**Dataset records:**
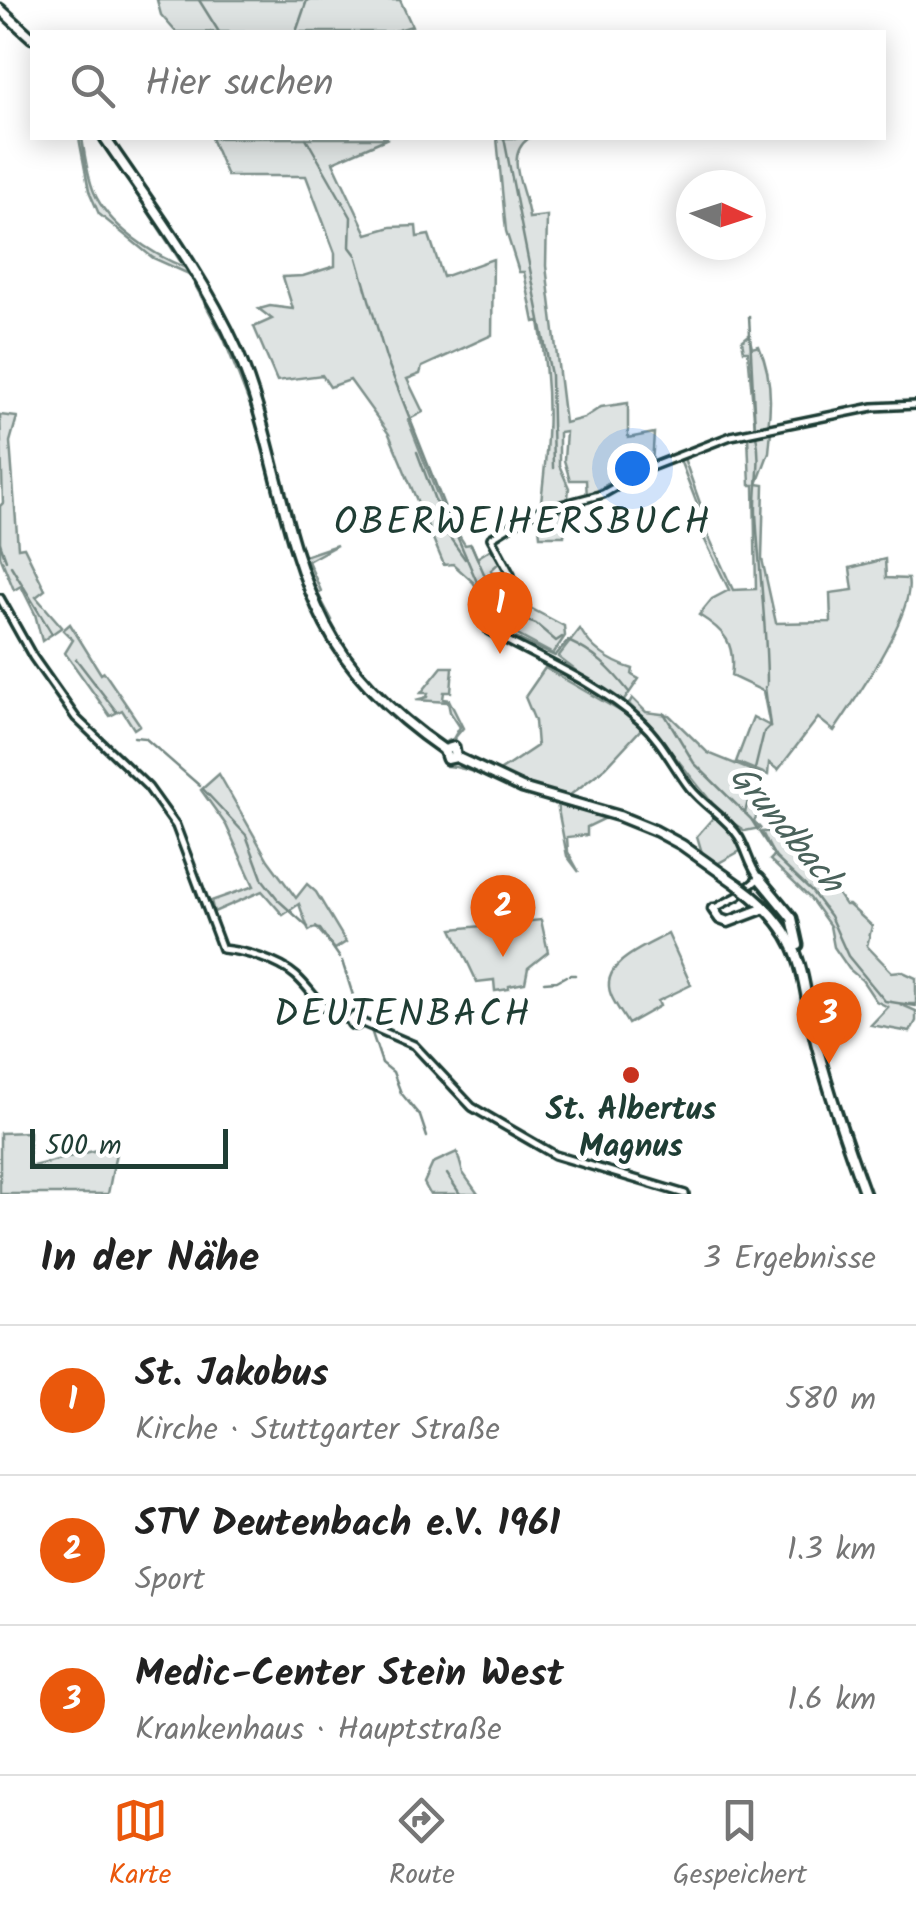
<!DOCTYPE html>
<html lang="de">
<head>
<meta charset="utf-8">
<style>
	body { margin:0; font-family:Kalam,sans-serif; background:#f2f2f2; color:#222 }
	.compass { position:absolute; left:676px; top:170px; width:90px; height:90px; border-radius:50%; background:#fff; box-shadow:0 5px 25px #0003; rotate:93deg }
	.scale { position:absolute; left:30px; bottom:25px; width:198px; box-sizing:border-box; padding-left:10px; border:5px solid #1f3d34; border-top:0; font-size:28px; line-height:35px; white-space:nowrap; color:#1f3d34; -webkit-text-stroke:8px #fff; paint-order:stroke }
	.you { position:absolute; left:632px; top:468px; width:35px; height:35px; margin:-25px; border:8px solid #fff; border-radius:50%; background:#1a73e8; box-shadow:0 0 0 15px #1a73e833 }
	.badge { display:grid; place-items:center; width:65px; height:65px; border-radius:50%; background:#ea580c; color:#fff; font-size:32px; font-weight:700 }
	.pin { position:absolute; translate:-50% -82px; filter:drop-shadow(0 2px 5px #0008) }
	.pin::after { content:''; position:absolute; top:52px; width:35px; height:30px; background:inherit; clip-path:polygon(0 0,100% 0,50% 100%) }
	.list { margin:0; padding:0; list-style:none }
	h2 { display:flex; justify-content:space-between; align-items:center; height:130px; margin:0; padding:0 40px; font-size:42px }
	h2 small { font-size:32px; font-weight:400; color:#767676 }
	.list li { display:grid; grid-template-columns:65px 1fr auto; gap:30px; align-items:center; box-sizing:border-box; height:150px; padding:0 40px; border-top:2px solid #e0e0e0 }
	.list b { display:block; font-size:38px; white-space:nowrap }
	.list p { margin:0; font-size:32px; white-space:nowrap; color:#767676 }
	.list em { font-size:32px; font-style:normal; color:#767676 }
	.icon { flex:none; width:55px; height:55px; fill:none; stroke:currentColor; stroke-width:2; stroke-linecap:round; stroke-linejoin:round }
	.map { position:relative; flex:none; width:916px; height:1194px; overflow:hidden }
	.search { position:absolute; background:#fff; box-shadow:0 5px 25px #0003; left:30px; right:30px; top:30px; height:110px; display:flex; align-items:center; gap:25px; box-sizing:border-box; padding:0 35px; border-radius:0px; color:#767676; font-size:38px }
	.sheet { height:580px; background:#fff }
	nav { display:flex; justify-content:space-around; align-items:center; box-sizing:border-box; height:140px; border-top:2px solid #e0e0e0; background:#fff; font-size:28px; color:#767676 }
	nav a { display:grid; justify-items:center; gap:5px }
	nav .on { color:#ea580c }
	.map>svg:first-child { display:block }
	.green { fill:#dee3e2; stroke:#7e908b; stroke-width:2.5 }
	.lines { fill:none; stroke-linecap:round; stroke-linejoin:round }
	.stream { stroke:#758883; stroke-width:2.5 }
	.tertiary-casing { stroke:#1f3d34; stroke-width:12 }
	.primary-casing { stroke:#1f3d34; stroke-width:15 }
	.tertiary { stroke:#fff; stroke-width:5 }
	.primary { stroke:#fff; stroke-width:8 }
	.primary-bridge-casing { stroke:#1f3d34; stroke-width:15; stroke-linecap:butt }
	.primary-bridge { stroke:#fff; stroke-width:8 }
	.poi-dot { fill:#c8321e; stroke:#fff; stroke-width:4 }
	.labels { text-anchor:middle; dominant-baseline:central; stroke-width:10; stroke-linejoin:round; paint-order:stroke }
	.poi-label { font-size:32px; font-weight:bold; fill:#1f3d34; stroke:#fff }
	.water-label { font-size:35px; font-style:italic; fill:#4a625b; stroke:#fff }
	.quarter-label { font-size:38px; letter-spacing:2.5px; fill:#1f3d34; stroke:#fff }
</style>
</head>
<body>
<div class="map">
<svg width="916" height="1194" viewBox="0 0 916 1194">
	<rect width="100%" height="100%" fill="#fff"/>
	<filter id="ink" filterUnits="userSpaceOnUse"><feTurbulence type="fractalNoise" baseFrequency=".01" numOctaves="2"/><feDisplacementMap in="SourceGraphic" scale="20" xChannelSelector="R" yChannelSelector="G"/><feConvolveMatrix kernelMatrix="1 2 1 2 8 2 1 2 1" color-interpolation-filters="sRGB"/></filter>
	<g filter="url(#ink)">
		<g class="green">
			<polygon points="157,0 400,0 412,26 391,32 176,32 161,15"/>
			<path d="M79,138H82C85,156 87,175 94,192C108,225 151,254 184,267L100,138L174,243L225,330L258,412L293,546L284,527L259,428L224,339L189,274L153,258L99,214L89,191Z"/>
			<polygon points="211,138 388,138 333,162 367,234 391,227 416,226 417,237 429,235 443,277 493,259 492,335 422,367 420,374 407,379 423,412 408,420 444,512 465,545 471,544 477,558 491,549 500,562 491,570 507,602 496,617 473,582 453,564 444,565 389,434 350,380 330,387 322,375 277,381 254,327 272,319 259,309 270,306 293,309 283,277 303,276 335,266 335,253 306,176 227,176"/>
			<path d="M497,138H529C502,157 527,191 529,218L547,216L546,266L565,423L584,418L601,407L628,403V438L654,433L652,465L638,473L619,476L587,498L586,480H570L564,460L566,432L559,433V465L569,488L564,536H540L539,527L552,526L551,518L539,517C549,442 552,396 539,321L534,322L524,272H519L506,231Z"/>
			<path d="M749,335L752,348L759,346C770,371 772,400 768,427L755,428L748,351H744L742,341Z"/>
			<polygon points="0,415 17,417 10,442 18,548 24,547 45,590 36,597 62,627 42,641 35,614 21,586 14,590 0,556 0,506 3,503"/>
			<path d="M771,431L769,452L757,484L764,485L762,559L776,623L831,622L830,593L853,590L850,568L885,559L886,578L908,579C916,611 854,702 834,731L818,718L778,770L769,763L768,775L736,762L753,717L770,726L763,691L731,676C736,644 725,631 699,615L712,599L729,590L700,530L703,527L696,512L699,509L680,460L684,458L701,506L698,513L733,590L756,589L754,485H750L748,436Z"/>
			<path d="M337,545L308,561L321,591L318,594L332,620L329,623C361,671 393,713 443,743L453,739L460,727L450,712L448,702L416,700L427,697L428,693H421L442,667H453L451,692H444L443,699L449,700L463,728L448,746C434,744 421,732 409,723C355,678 324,622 301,557Z"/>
			<polygon points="517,601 564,626 565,636 553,654 497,624"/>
			<polygon points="70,624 101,674 104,672 140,725 134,729 122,710 110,716 65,653 73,640 63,630"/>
			<path d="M580,629C592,650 610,662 633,669L632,675L639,679L621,705L558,657Z"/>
			<polygon points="545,668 625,714 642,728 606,767 565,799 495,774 537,746 535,721 525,697"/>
			<path d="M632,698L646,712L669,715L708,753L760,774L764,802L754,821L760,828L745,831L729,820L742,850L715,865L703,856L697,836L719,811C687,774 664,739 629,704Z"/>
			<path d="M457,760L512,787L606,818L587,827V835L567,837L568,852L579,872L567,856L557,804C530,795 466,765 445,766Z"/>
			<polygon points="219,774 268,860 296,898 307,884 316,892 346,942 335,949 316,927 309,931 299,904 283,915 262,891 214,912 211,901 254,886 226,825 201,790"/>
			<polygon points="779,831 821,869 845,905 849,905 872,926 867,946 892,972 901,971 916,978 916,1004 900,1004 916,1011 916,1021 910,1032 871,1025 888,1007 876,1001 862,980 849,969 834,947 830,926 810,898 770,860 774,856 762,832"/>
			<polygon points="541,920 548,952 528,968 525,983 509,986 509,989 495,991 494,980 477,982 452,929"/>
			<path d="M668,934L691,985L658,1001L660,1006L628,1024C623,1015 615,1005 611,995C598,963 647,946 668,934Z"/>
			<polygon points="29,1132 29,1167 97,1150 116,1153 108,1194 0,1194 0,1133"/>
			<polygon points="457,1152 463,1173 478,1194 430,1194 424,1183 433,1163"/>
		</g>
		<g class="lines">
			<g class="stream">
				<polyline points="199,0 219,32"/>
				<polyline points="296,32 307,0"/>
				<polyline points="517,32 517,28"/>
				<polyline points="306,138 351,217 350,247 356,255"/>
				<polyline points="504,138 551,375 553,468"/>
				<polyline points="357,258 386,358 447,513 493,619"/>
				<polyline points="749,316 755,428"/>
				<path d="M756,435C762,461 755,486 756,513C759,571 767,628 767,685"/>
				<polyline points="417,452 448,535 465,559"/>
				<polyline points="0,543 6,560"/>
				<polyline points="471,544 499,608"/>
				<polyline points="11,566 52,634"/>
				<polyline points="506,613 536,624 556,641 562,637"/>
				<path d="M496,625L502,632L555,656L568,641C595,653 611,669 629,692"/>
				<polyline points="76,659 116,711"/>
				<polyline points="765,687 770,726"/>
				<polyline points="664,713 694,763 751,819 776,858 812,892 830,916 848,956 885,1001 916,1006"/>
				<polyline points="134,737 145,738 200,786"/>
				<polyline points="755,769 764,732 769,727"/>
				<polyline points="203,789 246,835 262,878"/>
				<polyline points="745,813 755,772"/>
				<polyline points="263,880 277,898"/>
				<polyline points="278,900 308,927"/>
				<polyline points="313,928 320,929 340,958"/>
				<polyline points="342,961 358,1011"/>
				<polyline points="569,975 575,975"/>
				<polyline points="544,982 557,981 566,976"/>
				<polyline points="371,1030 382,1063 393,1072 401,1093 420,1116 427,1137"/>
				<polyline points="447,1174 460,1194"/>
			</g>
			<defs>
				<g id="tertiary">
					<path d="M0,598L33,657L76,718L148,787L176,826L222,949C245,951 279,961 296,976C315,993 322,1014 349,1020"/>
					<path d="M713,909L738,896L759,878C749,865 747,850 739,837C726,817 705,807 690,788C673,766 662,741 640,721C597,682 539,659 489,631L509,601L511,575L491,538L531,513L603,494L651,467L731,436L873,407L916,405"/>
					<circle cx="355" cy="1021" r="5"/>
					<polyline points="361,1022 414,1045 472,1107 555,1155 685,1194"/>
				</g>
				<g id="primary">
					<polyline points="0,9 32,38"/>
					<path d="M105,138C151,206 203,274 237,350C275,439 281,538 325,624C352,677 396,717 444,750"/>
					<polyline points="456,757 454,747 444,750 447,759 456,757 522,788 619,816 656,831 682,845 738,885"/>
					<polyline points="759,878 792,918 798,945"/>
					<path d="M751,895C810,945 799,979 817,1046C830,1096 847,1145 865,1194"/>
					<polyline points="713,909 720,919 728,922 765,908"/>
				</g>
			</defs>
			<use href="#tertiary" class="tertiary-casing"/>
			<use href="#primary" class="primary-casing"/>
			<use href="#tertiary" class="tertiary"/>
			<use href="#primary" class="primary"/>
			<defs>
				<polyline id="primary-bridge" points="738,885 751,895"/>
			</defs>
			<use href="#primary-bridge" class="primary-bridge-casing"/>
			<use href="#primary-bridge" class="primary-bridge"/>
		</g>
	</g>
	<circle class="poi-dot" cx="631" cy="1075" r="10"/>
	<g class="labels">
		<g class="poi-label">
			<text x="631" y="1110">St. Albertus<tspan x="631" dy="37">Magnus</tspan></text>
		</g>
		<g class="water-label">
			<text transform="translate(785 830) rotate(50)">Grundbach</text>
		</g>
		<g class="quarter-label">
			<text x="523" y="524">OBERWEIHERSBUCH</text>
			<text x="403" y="1016">DEUTENBACH</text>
		</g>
	</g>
</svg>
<svg class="compass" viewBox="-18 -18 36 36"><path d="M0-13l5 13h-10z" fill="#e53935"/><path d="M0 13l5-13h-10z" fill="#767676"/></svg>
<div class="scale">500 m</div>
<div class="you"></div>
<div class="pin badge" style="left:500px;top:654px">1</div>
<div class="pin badge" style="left:503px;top:957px">2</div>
<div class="pin badge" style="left:829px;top:1064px">3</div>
<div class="search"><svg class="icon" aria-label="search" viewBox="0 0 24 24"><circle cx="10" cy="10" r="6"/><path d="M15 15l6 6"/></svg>Hier suchen</div>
</div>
<section class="sheet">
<h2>In der Nähe<small>3 Ergebnisse</small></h2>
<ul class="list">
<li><span class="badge">1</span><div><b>St. Jakobus</b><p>Kirche · Stuttgarter Straße</p></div><em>580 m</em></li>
<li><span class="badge">2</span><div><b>STV Deutenbach e.V. 1961</b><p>Sport</p></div><em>1.3 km</em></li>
<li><span class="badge">3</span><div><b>Medic-Center Stein West</b><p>Krankenhaus · Hauptstraße</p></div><em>1.6 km</em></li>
</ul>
</section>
<nav>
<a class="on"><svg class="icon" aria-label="map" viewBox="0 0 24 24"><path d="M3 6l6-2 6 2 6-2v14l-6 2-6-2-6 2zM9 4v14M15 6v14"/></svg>Karte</a>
<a><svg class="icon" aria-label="directions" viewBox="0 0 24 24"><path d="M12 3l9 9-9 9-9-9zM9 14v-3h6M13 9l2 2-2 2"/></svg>Route</a>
<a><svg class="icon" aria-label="saved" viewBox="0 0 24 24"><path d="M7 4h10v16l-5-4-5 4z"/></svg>Gespeichert</a>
</nav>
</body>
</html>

**What you should do:** Nothing should appear in the answer except the lines from the first line of the data through the line holding "margin:0; padding:0; list-style:none", exactly as written, with pictures left out.

**Result of the exercise:**
<!DOCTYPE html>
<html lang="de">
<head>
<meta charset="utf-8">
<style>
	body { margin:0; font-family:Kalam,sans-serif; background:#f2f2f2; color:#222 }
	.compass { position:absolute; left:676px; top:170px; width:90px; height:90px; border-radius:50%; background:#fff; box-shadow:0 5px 25px #0003; rotate:93deg }
	.scale { position:absolute; left:30px; bottom:25px; width:198px; box-sizing:border-box; padding-left:10px; border:5px solid #1f3d34; border-top:0; font-size:28px; line-height:35px; white-space:nowrap; color:#1f3d34; -webkit-text-stroke:8px #fff; paint-order:stroke }
	.you { position:absolute; left:632px; top:468px; width:35px; height:35px; margin:-25px; border:8px solid #fff; border-radius:50%; background:#1a73e8; box-shadow:0 0 0 15px #1a73e833 }
	.badge { display:grid; place-items:center; width:65px; height:65px; border-radius:50%; background:#ea580c; color:#fff; font-size:32px; font-weight:700 }
	.pin { position:absolute; translate:-50% -82px; filter:drop-shadow(0 2px 5px #0008) }
	.pin::after { content:''; position:absolute; top:52px; width:35px; height:30px; background:inherit; clip-path:polygon(0 0,100% 0,50% 100%) }
	.list { margin:0; padding:0; list-style:none }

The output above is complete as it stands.